3.2 Bivariate Numerical Summaries

3.2.1 Covariance

Previously, we used the var() function to calculate the variance statistic of a sample for a single variable. A closely related statistic is the covariance, calculated by the cov() function.

cov(weight, age)
## [1] 26.63442

The covariance will be positive if the two variables tend to have large/positive at the same time, and small/negative values at the same time. Unfortunately, we often cannot tell what is a “large” value of the covariance without some additional information, most often how much the two variables vary individually. We will explore how to handle that in the next statistic.

Below, we break down the covariance into the contributions by each point. Notice that the points in the first and third quadrants have positive contributions, while the points in the second and fourth quadrants have negative contributions. Also note that the points farthest in the corners, far from the mean of both variables or the centroid, have the biggest contributions. (Don’t worry about the large block of code, we will not expect you to plot things like this, but it is an illustration of what R is capable of.)
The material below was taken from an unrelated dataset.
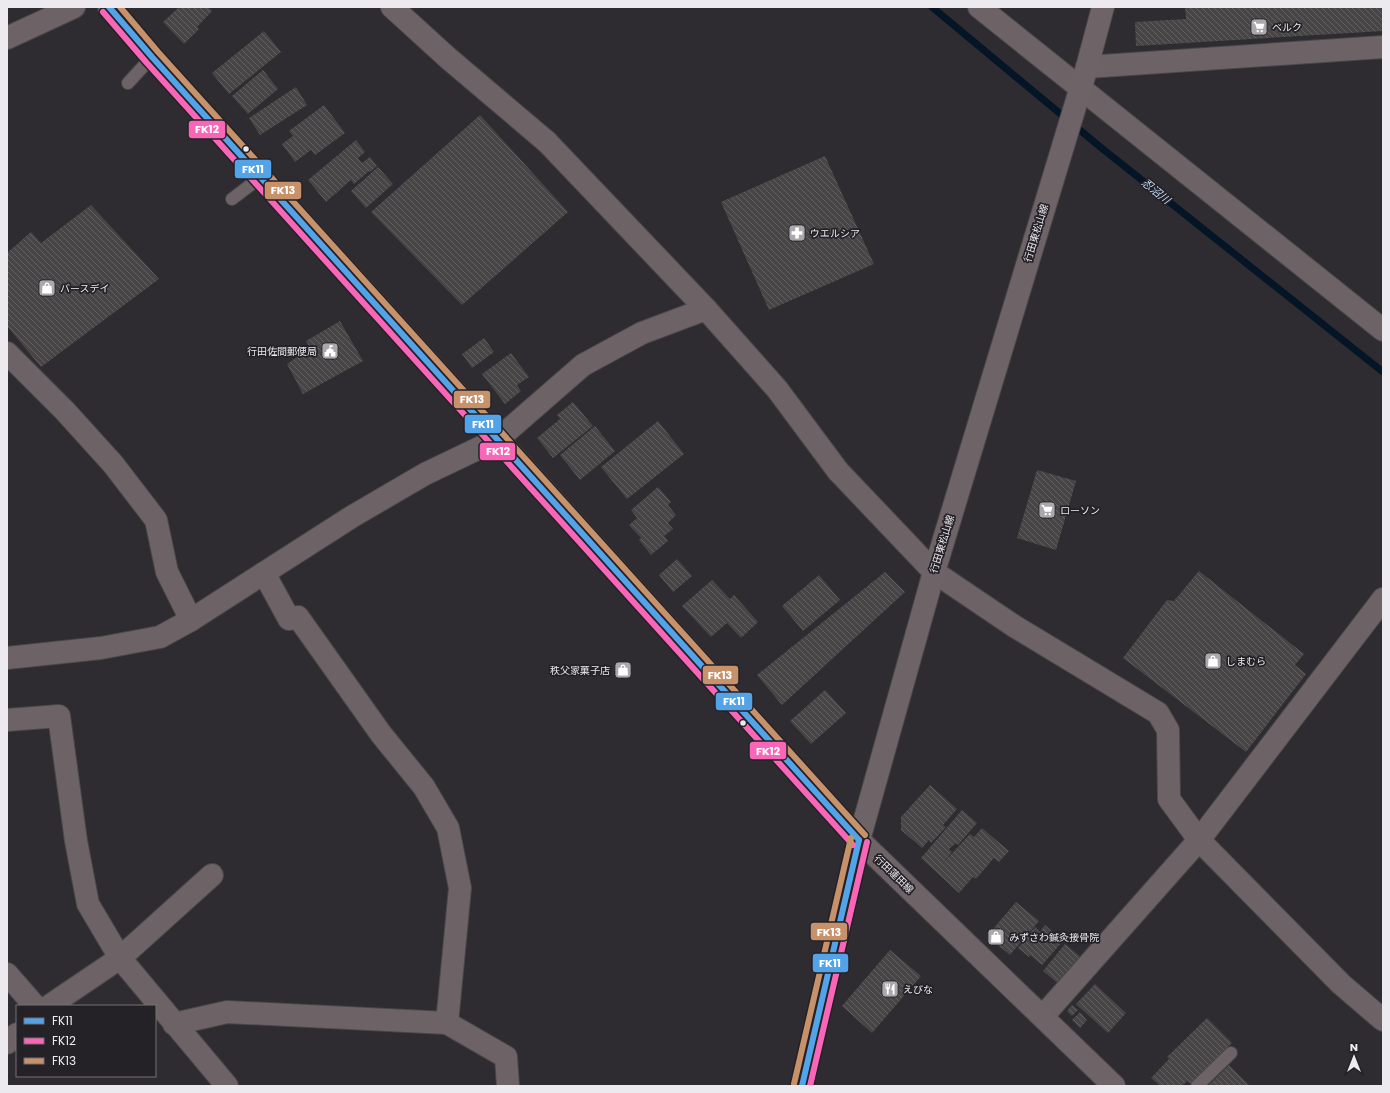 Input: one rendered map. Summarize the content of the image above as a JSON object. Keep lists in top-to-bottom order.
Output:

covparts <- (age - mean(age)) * (weight - mean(weight))
plot(age, weight, 
     main = "Scatterplot with point size=covariance contribution",
     col = ifelse(covparts > 0, rgb(0, 0, 1, 0.6), rgb(1, 0, 0, 0.6)),
     pch = 16, cex = abs(covparts)^0.33, 
     xlab = "Age", ylab = "Weight")
abline(h = mean(weight), col = "black")
abline(v = mean(age), col = "black")
legend("bottomright", legend = c("Positive", "Negative"),
       pch = 16, col = c(rgb(0,0,1,0.6), rgb(1,0,0,0.6)))
labs <- c(4,16,18,22)
text(age[labs], weight[labs], 
     round(covparts[labs], 1), adj = c(0.5, 0.25),
     cex = abs(covparts[labs])^0.1 / 1.5)

3.2.2 Correlation

We can calculate the sample correlation using the cor() function.

cor(weight, age)
## [1] 0.908391

Correlation solves one of the problems with the covariance by scaling by the standard deviations of the two variables.

cov(weight, age) / (sd(weight) * sd(age))
## [1] 0.908391

The correlation will always be between -1 and 1, with 1 representing perfect linearity sloping upward, and -1 representing perfect linearity sloping downward.